> **WHAT THE EXERCISE ASKS**: Search the material below for the string "content" and copy each line where it appears.

> **EXTRACTED RECORDS**:
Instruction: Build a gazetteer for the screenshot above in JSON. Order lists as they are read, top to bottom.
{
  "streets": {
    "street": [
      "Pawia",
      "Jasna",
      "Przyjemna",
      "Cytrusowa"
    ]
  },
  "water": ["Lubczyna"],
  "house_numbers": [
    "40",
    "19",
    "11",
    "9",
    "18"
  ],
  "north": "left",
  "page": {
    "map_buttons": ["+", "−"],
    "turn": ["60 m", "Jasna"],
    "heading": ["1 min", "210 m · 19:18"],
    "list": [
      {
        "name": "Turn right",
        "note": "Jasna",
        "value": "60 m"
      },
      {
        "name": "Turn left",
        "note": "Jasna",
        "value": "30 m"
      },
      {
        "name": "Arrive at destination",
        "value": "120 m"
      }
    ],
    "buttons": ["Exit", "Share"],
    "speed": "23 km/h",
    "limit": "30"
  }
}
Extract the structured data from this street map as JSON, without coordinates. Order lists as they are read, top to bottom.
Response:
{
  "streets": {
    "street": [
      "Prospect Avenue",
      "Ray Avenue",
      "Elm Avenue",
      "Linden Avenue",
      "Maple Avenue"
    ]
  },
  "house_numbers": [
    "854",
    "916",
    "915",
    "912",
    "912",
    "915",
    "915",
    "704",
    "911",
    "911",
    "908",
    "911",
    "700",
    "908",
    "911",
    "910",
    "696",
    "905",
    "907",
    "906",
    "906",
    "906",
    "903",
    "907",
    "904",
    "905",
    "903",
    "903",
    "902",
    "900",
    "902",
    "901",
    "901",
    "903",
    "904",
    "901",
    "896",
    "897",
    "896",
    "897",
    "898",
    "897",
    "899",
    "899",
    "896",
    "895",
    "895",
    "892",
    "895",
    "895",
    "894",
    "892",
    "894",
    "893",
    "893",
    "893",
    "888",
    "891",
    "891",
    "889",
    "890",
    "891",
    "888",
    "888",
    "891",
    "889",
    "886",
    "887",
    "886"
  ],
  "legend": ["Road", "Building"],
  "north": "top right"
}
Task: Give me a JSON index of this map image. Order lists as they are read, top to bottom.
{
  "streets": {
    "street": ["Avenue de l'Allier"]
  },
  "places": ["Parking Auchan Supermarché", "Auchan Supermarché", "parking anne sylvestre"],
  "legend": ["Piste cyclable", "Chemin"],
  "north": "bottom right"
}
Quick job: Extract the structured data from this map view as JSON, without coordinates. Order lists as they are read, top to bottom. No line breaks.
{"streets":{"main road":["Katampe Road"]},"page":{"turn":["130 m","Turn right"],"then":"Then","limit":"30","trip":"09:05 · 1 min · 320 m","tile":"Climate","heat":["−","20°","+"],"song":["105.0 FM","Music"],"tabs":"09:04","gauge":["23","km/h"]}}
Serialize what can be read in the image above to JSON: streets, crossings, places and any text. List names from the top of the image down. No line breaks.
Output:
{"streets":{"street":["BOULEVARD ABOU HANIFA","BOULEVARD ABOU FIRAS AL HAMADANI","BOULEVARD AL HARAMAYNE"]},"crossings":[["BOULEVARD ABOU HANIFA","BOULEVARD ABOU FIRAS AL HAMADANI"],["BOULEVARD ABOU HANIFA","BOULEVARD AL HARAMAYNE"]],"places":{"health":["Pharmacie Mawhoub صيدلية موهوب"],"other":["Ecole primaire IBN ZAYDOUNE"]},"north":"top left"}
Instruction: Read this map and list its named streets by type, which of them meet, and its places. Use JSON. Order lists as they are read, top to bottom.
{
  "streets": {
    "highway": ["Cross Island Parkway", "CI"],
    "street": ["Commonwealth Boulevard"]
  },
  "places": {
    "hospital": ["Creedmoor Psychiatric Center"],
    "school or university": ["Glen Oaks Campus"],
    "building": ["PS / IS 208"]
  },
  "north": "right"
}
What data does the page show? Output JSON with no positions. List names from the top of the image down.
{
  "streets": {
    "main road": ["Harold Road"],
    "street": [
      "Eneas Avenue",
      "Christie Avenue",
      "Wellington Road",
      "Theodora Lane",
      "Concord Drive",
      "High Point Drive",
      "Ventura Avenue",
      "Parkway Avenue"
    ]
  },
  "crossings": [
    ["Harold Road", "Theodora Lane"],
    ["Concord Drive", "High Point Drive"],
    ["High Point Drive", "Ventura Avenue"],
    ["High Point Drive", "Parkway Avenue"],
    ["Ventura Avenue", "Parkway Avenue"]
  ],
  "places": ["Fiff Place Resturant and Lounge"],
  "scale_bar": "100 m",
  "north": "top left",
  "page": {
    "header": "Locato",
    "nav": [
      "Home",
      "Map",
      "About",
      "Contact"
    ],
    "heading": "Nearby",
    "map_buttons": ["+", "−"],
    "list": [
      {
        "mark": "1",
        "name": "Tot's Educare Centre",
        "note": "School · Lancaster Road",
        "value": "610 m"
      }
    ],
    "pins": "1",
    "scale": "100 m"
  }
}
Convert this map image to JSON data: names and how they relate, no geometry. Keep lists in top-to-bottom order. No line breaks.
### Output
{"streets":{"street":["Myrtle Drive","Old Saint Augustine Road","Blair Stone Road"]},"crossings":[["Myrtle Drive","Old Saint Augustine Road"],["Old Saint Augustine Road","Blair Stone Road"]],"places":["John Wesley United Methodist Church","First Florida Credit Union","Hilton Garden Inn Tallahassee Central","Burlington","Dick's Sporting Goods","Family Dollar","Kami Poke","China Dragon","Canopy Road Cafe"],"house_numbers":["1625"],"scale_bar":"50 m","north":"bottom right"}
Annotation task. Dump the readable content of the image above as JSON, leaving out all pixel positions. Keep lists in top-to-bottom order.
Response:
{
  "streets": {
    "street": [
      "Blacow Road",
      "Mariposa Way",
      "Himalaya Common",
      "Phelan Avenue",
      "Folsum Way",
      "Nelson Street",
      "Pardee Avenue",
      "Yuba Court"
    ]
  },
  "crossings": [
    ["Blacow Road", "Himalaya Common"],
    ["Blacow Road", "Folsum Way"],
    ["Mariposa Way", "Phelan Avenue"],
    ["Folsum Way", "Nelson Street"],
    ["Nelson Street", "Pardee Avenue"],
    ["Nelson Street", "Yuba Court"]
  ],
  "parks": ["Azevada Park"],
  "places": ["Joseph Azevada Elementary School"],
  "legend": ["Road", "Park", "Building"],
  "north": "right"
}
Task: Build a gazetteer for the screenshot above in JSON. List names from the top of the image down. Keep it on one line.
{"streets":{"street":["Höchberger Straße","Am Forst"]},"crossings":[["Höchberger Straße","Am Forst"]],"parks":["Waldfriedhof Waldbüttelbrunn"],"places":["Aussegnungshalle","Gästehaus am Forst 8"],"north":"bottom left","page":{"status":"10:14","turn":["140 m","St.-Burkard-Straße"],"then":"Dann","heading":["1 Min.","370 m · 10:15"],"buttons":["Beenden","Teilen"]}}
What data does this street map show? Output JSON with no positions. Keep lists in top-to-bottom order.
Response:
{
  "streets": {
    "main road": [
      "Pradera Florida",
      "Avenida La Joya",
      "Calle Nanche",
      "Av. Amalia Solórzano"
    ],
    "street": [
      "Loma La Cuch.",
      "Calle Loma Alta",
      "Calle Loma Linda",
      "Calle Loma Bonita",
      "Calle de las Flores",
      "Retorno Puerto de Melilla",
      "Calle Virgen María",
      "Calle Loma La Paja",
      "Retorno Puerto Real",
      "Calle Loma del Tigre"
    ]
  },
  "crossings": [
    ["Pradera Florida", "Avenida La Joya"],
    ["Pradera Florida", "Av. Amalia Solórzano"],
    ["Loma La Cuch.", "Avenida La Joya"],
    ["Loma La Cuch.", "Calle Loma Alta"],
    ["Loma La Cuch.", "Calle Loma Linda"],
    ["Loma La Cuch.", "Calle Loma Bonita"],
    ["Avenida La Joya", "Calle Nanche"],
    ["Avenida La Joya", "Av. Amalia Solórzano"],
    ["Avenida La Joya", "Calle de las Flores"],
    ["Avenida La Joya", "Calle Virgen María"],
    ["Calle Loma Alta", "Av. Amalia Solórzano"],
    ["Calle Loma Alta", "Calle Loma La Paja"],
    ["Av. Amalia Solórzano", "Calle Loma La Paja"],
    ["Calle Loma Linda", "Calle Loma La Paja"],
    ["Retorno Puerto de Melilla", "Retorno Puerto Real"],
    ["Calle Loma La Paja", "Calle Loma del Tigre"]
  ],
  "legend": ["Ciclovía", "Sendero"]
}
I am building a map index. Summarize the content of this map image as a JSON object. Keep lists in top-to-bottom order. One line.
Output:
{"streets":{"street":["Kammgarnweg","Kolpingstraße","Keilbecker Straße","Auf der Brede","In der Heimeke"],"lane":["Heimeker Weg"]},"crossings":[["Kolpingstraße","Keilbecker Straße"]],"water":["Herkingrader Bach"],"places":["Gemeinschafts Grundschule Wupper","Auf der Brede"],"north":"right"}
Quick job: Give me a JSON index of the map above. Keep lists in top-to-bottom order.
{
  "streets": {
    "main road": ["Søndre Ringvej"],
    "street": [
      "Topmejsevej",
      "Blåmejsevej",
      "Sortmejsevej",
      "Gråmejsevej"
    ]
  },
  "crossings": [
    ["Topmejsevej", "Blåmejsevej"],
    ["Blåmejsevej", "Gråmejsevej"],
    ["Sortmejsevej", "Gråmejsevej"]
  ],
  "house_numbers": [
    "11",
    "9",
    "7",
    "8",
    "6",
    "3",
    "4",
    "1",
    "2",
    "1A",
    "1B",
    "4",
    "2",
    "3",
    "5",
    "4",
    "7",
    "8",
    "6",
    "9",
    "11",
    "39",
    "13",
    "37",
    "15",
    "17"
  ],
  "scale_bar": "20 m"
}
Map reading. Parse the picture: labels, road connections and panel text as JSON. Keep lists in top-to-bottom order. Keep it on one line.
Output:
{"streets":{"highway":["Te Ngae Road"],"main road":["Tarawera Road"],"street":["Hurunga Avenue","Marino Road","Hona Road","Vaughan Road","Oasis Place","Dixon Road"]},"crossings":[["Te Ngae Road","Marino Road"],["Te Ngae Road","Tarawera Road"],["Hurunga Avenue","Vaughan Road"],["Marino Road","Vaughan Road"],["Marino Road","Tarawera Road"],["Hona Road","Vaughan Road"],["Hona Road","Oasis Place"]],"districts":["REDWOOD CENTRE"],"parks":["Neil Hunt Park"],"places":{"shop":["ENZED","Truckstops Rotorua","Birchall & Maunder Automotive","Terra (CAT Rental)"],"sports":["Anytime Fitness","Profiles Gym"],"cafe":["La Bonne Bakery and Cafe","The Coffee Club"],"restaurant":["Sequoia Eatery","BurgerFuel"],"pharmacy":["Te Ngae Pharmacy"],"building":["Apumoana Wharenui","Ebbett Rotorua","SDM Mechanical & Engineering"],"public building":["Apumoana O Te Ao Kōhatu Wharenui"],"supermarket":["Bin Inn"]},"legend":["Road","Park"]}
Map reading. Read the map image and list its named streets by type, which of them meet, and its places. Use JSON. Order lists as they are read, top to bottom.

> **RESPONSE BELOW**:
Annotation task. Dump the readable content of the image above as JSON, leaving out all pixel positions. Keep lists in top-to-bottom order.
I am building a map index. Summarize the content of this map image as a JSON object. Keep lists in top-to-bottom order. One line.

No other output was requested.